Example: Estimate money spent on entertainment — divide city into blocks (clusters), randomly select 2-
3 blocks, enumerate all households within selected blocks.
5. Multi-Stage Sampling
Sampling in multiple stages using different methods at each stage. Ex: Stage 1 = select states randomly;
Stage 2 = select districts within chosen states; Stage 3 = select households within chosen districts.
NON-PROBABILITY SAMPLING METHODS
i. Convenience Sampling
Also called accidental sampling. Units selected based on ease of availability — whoever happens to be
available at the survey spot. Ex: neighbours, friends, family members, colleagues, passers-by.
• Used to obtain information quickly and inexpensively
• Used in PILOT STUDIES and pre-testing of questionnaires
• Used in EXPLORATORY RESEARCH only — NOT suitable for conclusive research
• Sampling error cannot be estimated — results not generalisable
ii. Judgmental / Purposive Sampling
Experts choose what they believe to be the best sample. Choice of units depends exclusively on the
investigator's judgment. Success depends on excellence in judgment and knowledge about the
population.
• Most suitable when a small sample of a few specialised units is needed
• Most common application: Business-to-Business marketing research
• Disadvantage: Results affected by personal prejudices and bias of investigator; results not
comparable to other samples
Example: Studying performance of sales staff — VP Sales identifies best representatives of each
performance grade category.
iii. Quota Sampling
Similar to stratified sampling but non-random. Population divided into subgroups; a quota is set for each
subgroup. Interviewers fill quotas by convenience. The selection within quotas is left to the interviewer's
discretion — introducing potential bias.
iv. Snowball Sampling
Used when it is difficult to identify members of the desired population. Each respondent after being
interviewed acts as a reference to other respondents having the same characteristics.

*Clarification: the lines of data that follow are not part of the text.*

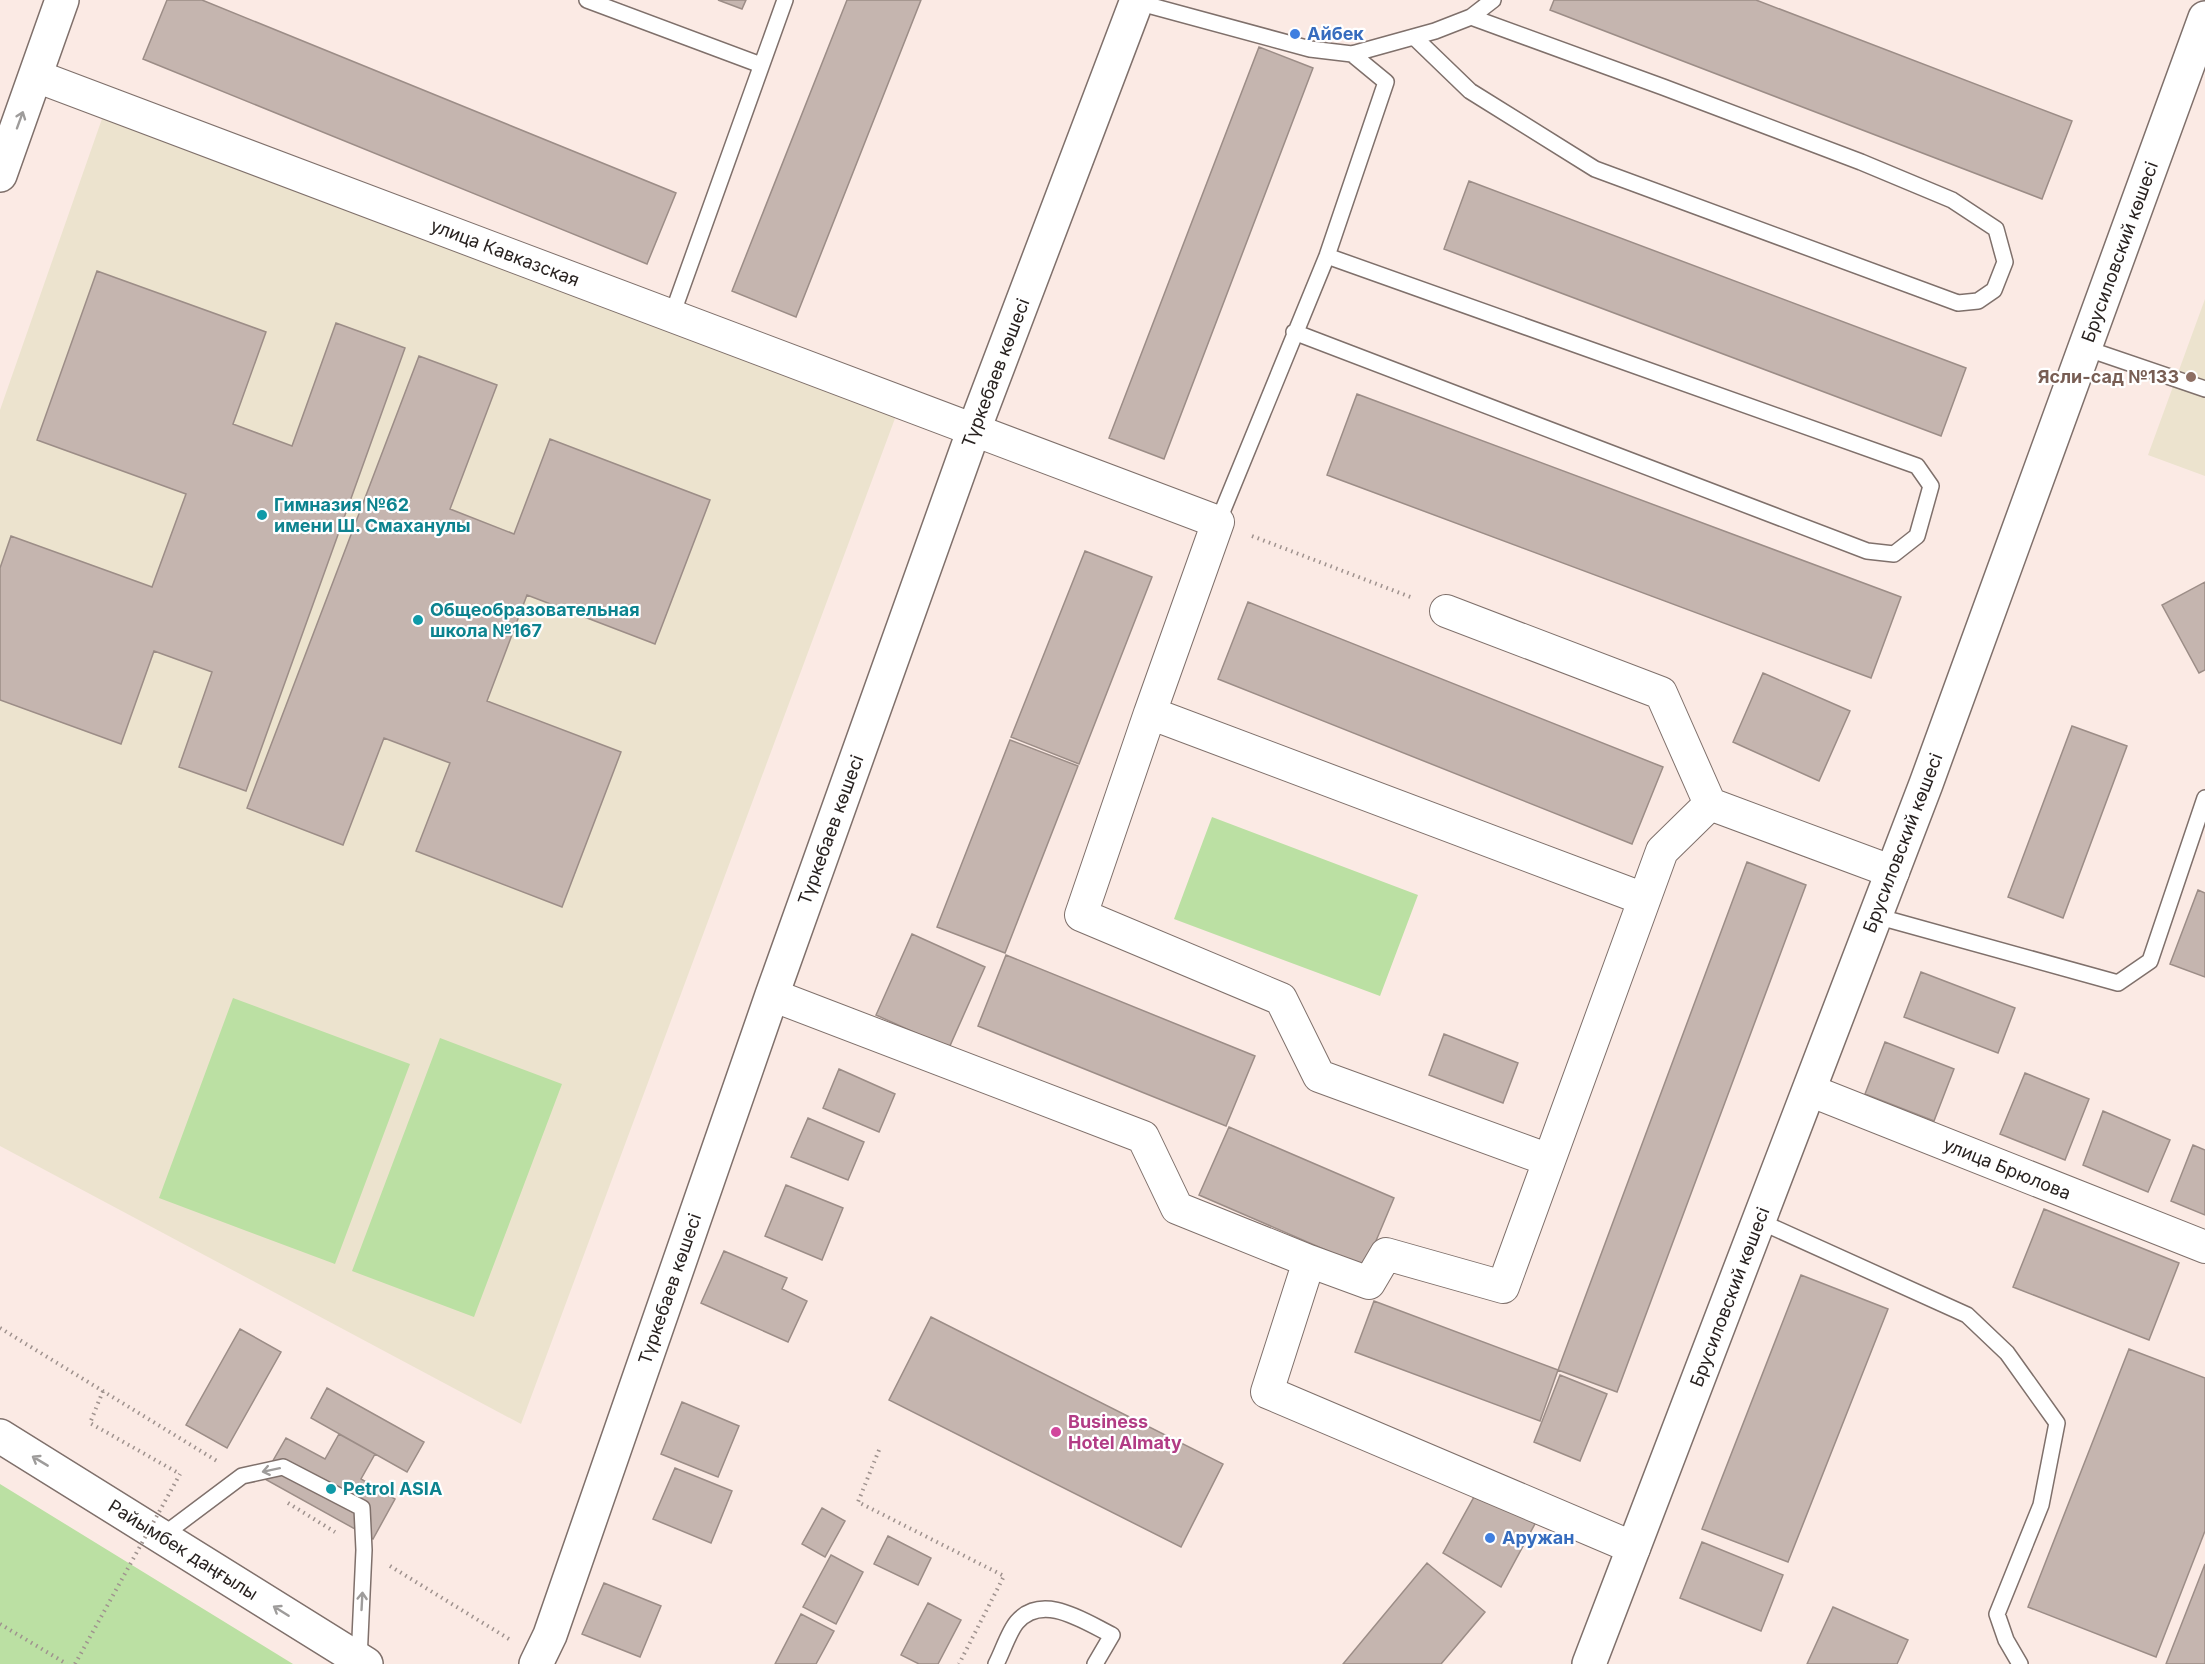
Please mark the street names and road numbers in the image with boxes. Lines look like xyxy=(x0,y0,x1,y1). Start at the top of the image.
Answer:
street label: Брусиловский көшесі xyxy=(2077,159,2162,345)
street label: улица Кавказская xyxy=(428,215,582,291)
street label: Түркебаев көшесі xyxy=(957,295,1034,450)
street label: Брусиловский көшесі xyxy=(1859,750,1947,936)
street label: Түркебаев көшесі xyxy=(794,752,867,908)
street label: улица Брюлова xyxy=(1940,1133,2074,1204)
street label: Брусиловский көшесі xyxy=(1686,1204,1774,1390)
street label: Түркебаев көшесі xyxy=(634,1211,705,1367)
street label: Райымбек даңғылы xyxy=(105,1495,262,1604)

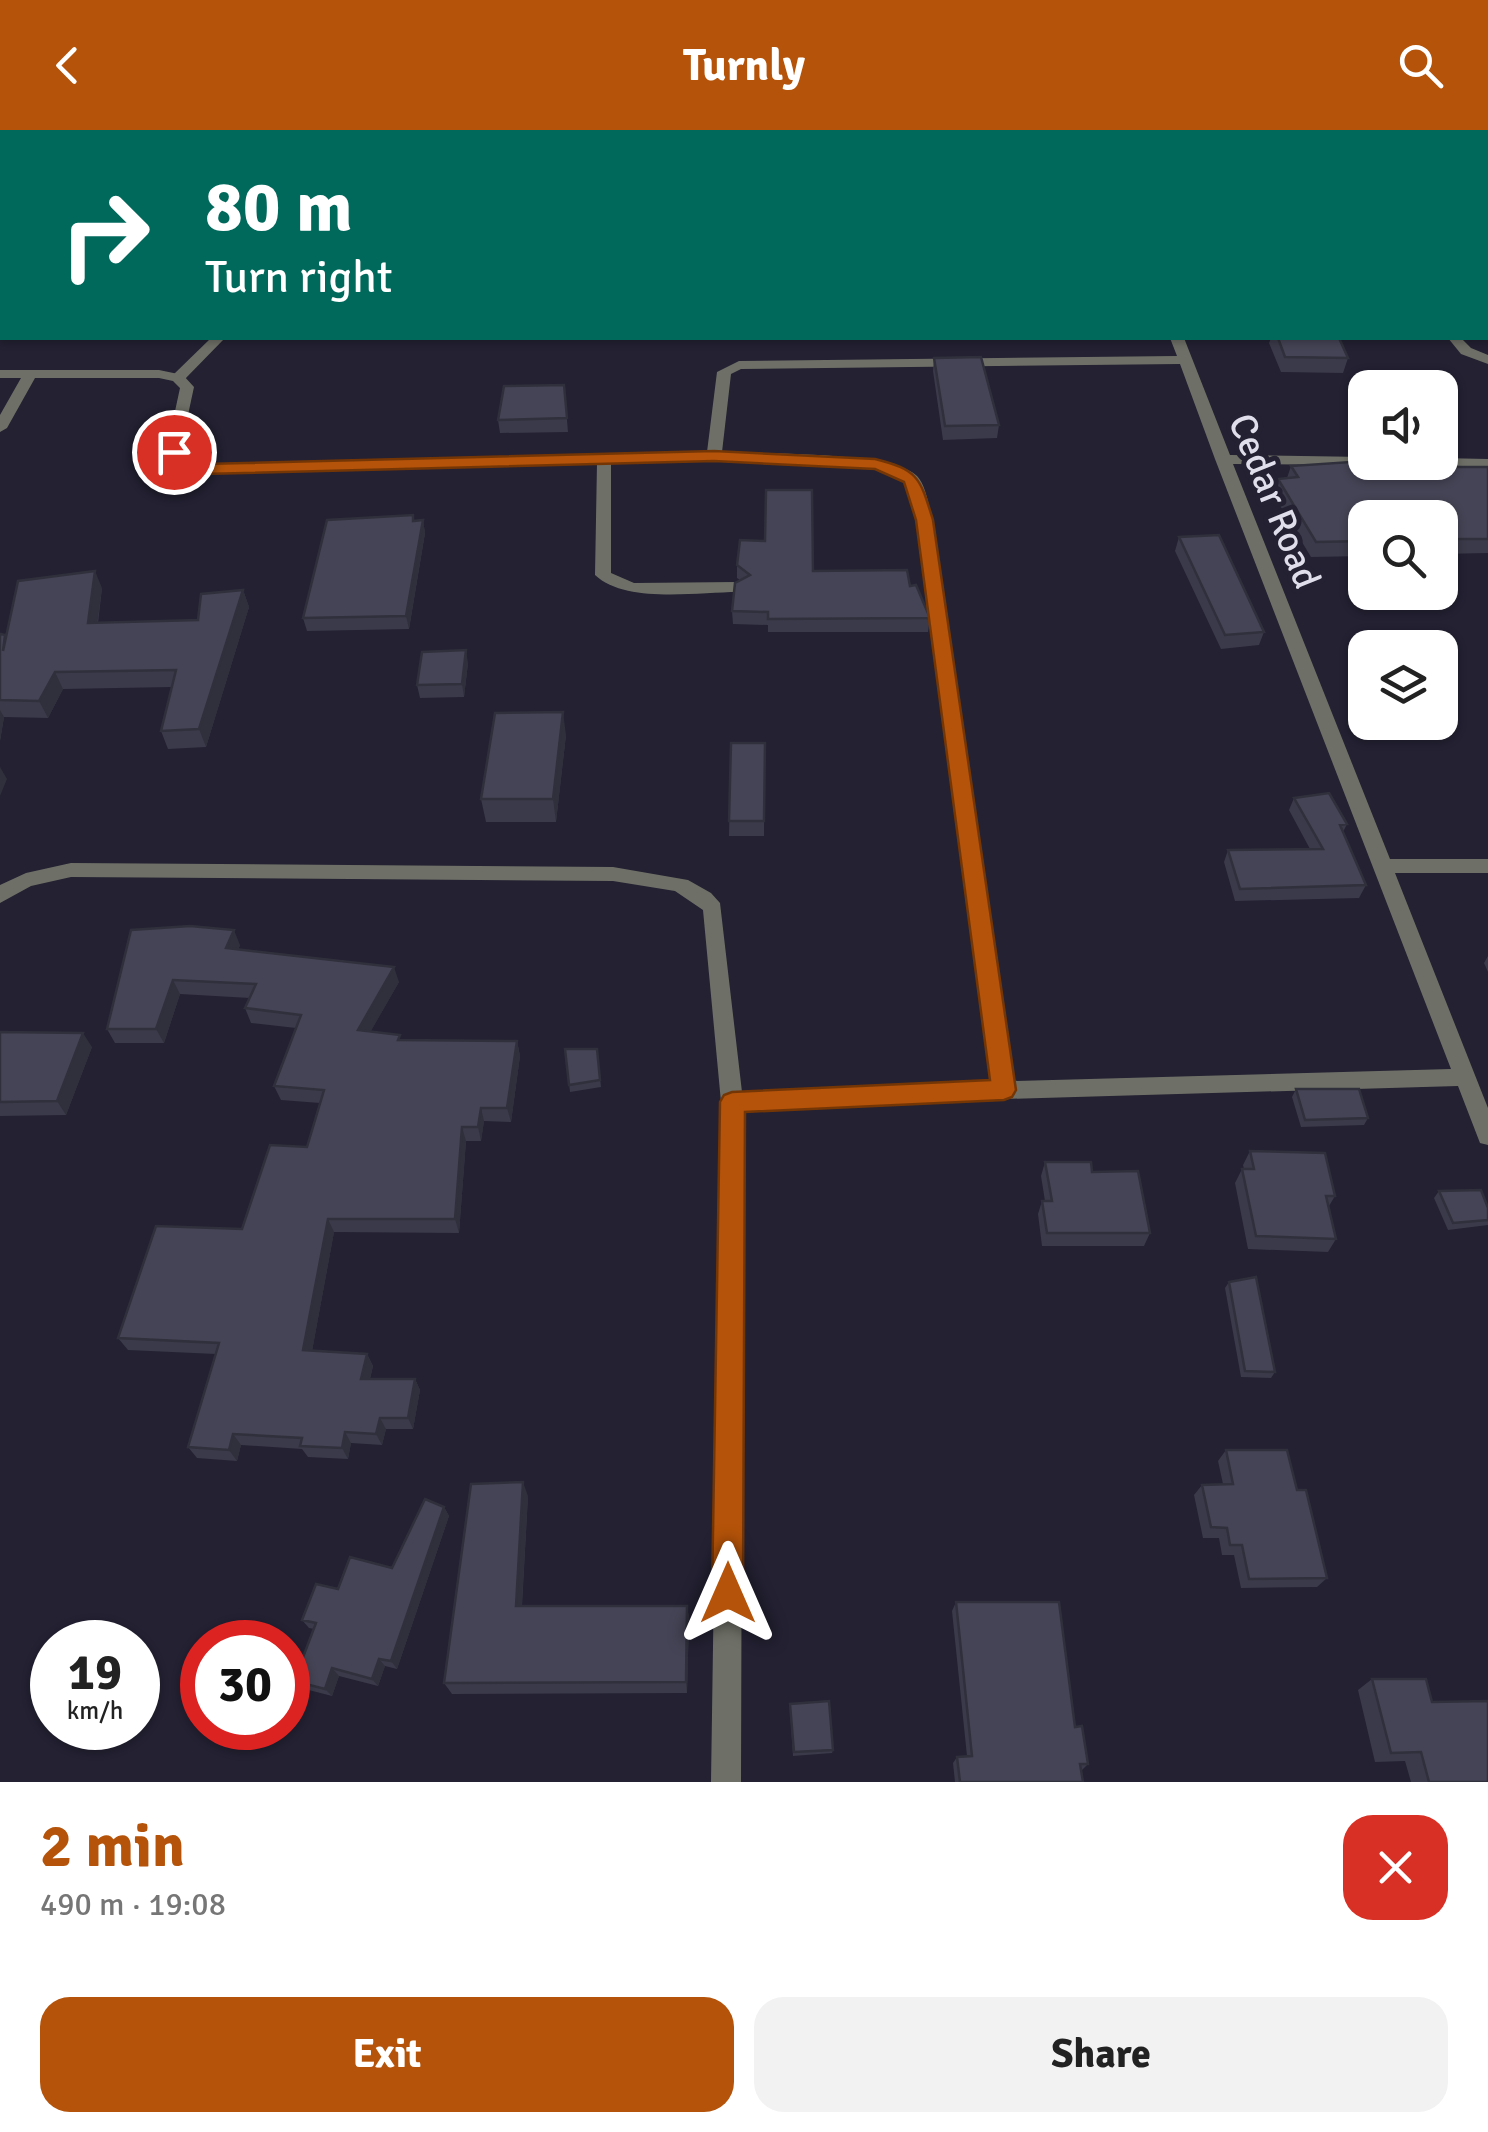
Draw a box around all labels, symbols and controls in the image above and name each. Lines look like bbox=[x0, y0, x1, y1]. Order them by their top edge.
icon: back bbox=[40, 38, 95, 93]
text: Turnly bbox=[683, 38, 805, 93]
icon: search bbox=[1393, 38, 1448, 93]
text: 80 m bbox=[205, 164, 353, 250]
icon: right bbox=[40, 170, 170, 300]
text: Turn right bbox=[205, 250, 393, 305]
map controls bbox=[1348, 370, 1458, 740]
button: sound bbox=[1348, 370, 1458, 480]
street label: Cedar Road bbox=[1218, 407, 1331, 596]
pin bbox=[132, 410, 217, 495]
icon: arrive bbox=[147, 425, 202, 480]
button: search bbox=[1348, 500, 1458, 610]
button: layers bbox=[1348, 630, 1458, 740]
position arrow bbox=[676, 1541, 780, 1645]
speed limit sign: 30 bbox=[180, 1620, 310, 1750]
text: 19 bbox=[68, 1642, 122, 1704]
text: km/h bbox=[67, 1695, 123, 1726]
text: 2 min bbox=[40, 1810, 185, 1884]
button: close bbox=[1343, 1815, 1448, 1920]
text: 490 m · 19:08 bbox=[40, 1885, 226, 1924]
button: Exit bbox=[40, 1997, 734, 2112]
button: Share bbox=[754, 1997, 1448, 2112]

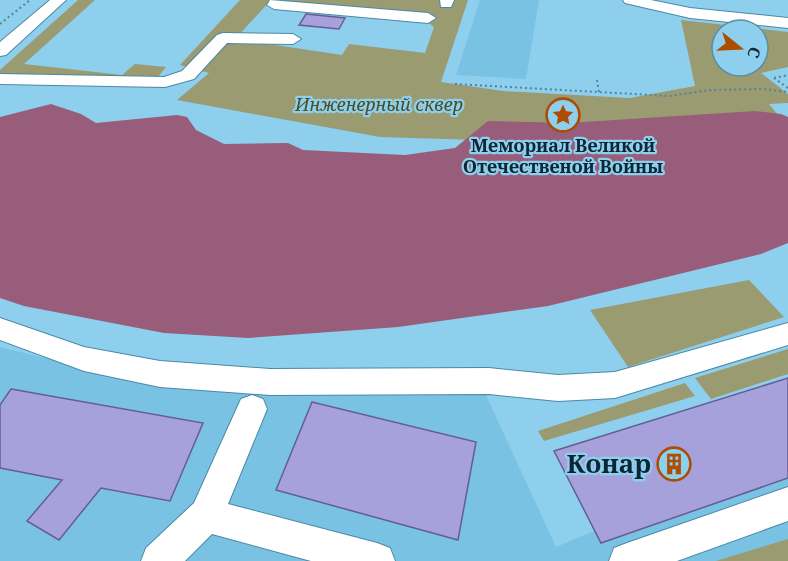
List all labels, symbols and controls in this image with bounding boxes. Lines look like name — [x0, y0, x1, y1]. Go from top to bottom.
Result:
north arrow — [710, 18, 770, 78]
text: С — [742, 44, 766, 61]
park label: Инженерный сквер — [294, 92, 463, 116]
place icon: Мемориал Великой Отечественой Войны — [545, 97, 581, 133]
place label: Мемориал Великой Отечественой Войны — [463, 133, 663, 178]
place label: Конар — [567, 445, 651, 481]
building icon: Конар — [656, 446, 692, 482]

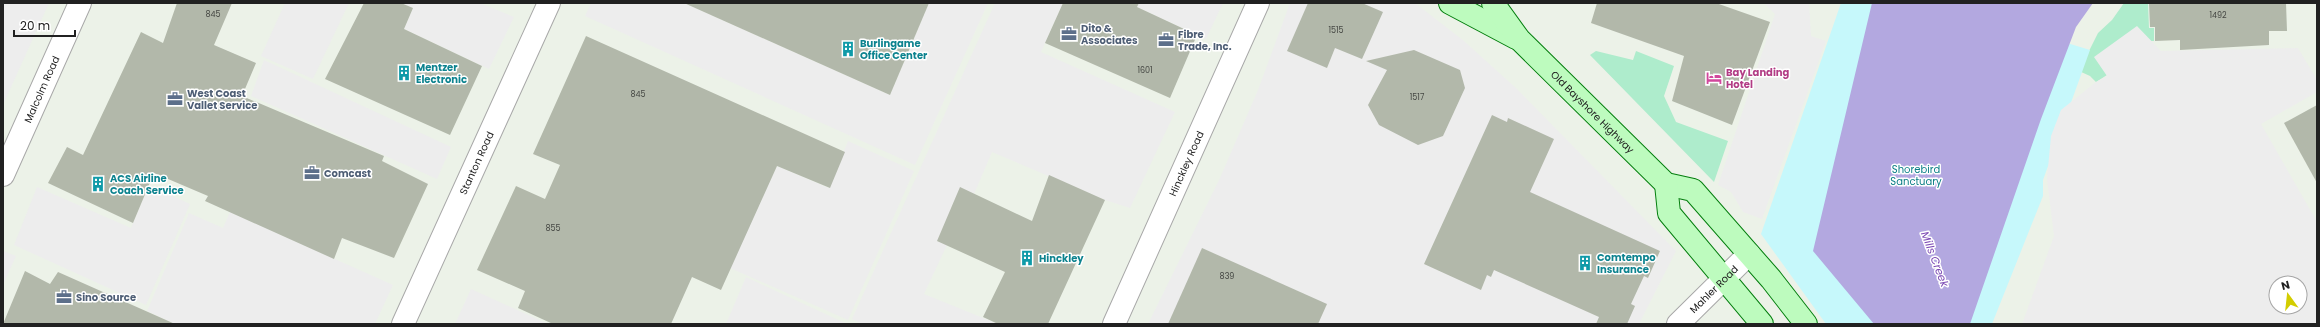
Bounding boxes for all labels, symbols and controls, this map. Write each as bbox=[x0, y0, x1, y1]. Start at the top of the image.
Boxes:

• Used when population is unknown and rare (e.g., deep-sea divers, families with triplets, walking
stick users, doctors specialising in a rare ailment)
• Popular business study method for rare/hidden populations
• Problem: Difficult to make the initial contact; may be difficult to get a representative sample
Example: Studying satisfaction levels of members of an elite country club — members refer other
members.
8.3 (c) Sample Size Calculation
The size of a sample depends upon: characteristics of the population, type of information required, cost
involved.
Key factors determining sample size:
• (a) Variability of population: Higher variability (larger σ) → larger sample needed
• (b) Confidence attached to estimate: Higher confidence (higher Z) → larger sample
• (c) Allowable error/margin of error: Smaller acceptable error (smaller e) → larger sample
Important: The size of the POPULATION does not influence the size of the sample (for large
populations).
SAMPLE SIZE FORMULAS
FOR ESTIMATING POPULATION MEAN:
n = Z²σ² / e²
Where: Z = standard normal value (1.96 for 95% confidence; 2.576 for 99%)
σ = population standard deviation
e = acceptable margin of error (x̄ - μ)
FOR ESTIMATING POPULATION PROPORTION (p known):
n = Z²pq / e²
Where: p = population proportion; q = 1 - p; e = margin of error
FOR ESTIMATING POPULATION PROPORTION (p unknown):
Use maximum value of pq = 1/4 (when p = q = 1/2)
n = Z² / 4e²
Interpretation: Sample size is directly proportional to variability (σ) and confidence (Z),
and inversely proportional to allowable error (e).
MODULE IX: DATA PROCESSING AND ANALYSIS
9.1 (a) Data Processing: Meaning
Data processing refers to the systematic sequence of operations performed on collected data to convert
it into a meaningful, analysable form. It involves organising and preparing the raw data for statistical
analysis.
9.2 (b) Steps in Processing Data
5-STEP DATA PREPARATION PROCESS
1. DATA EDITING → 2. DATA CODING → 3. DATA CLASSIFICATION → 4. DATA
TABULATION → 5. GRAPHICAL PRESENTATION
Step 1: Data Editing
Purpose: Ensure data is complete, accurate, legible, and consistently formatted.
• Field Editing: Done by field investigators at end of every field day. Checks for inconsistencies,
non-response, illegible responses, incomplete questionnaires.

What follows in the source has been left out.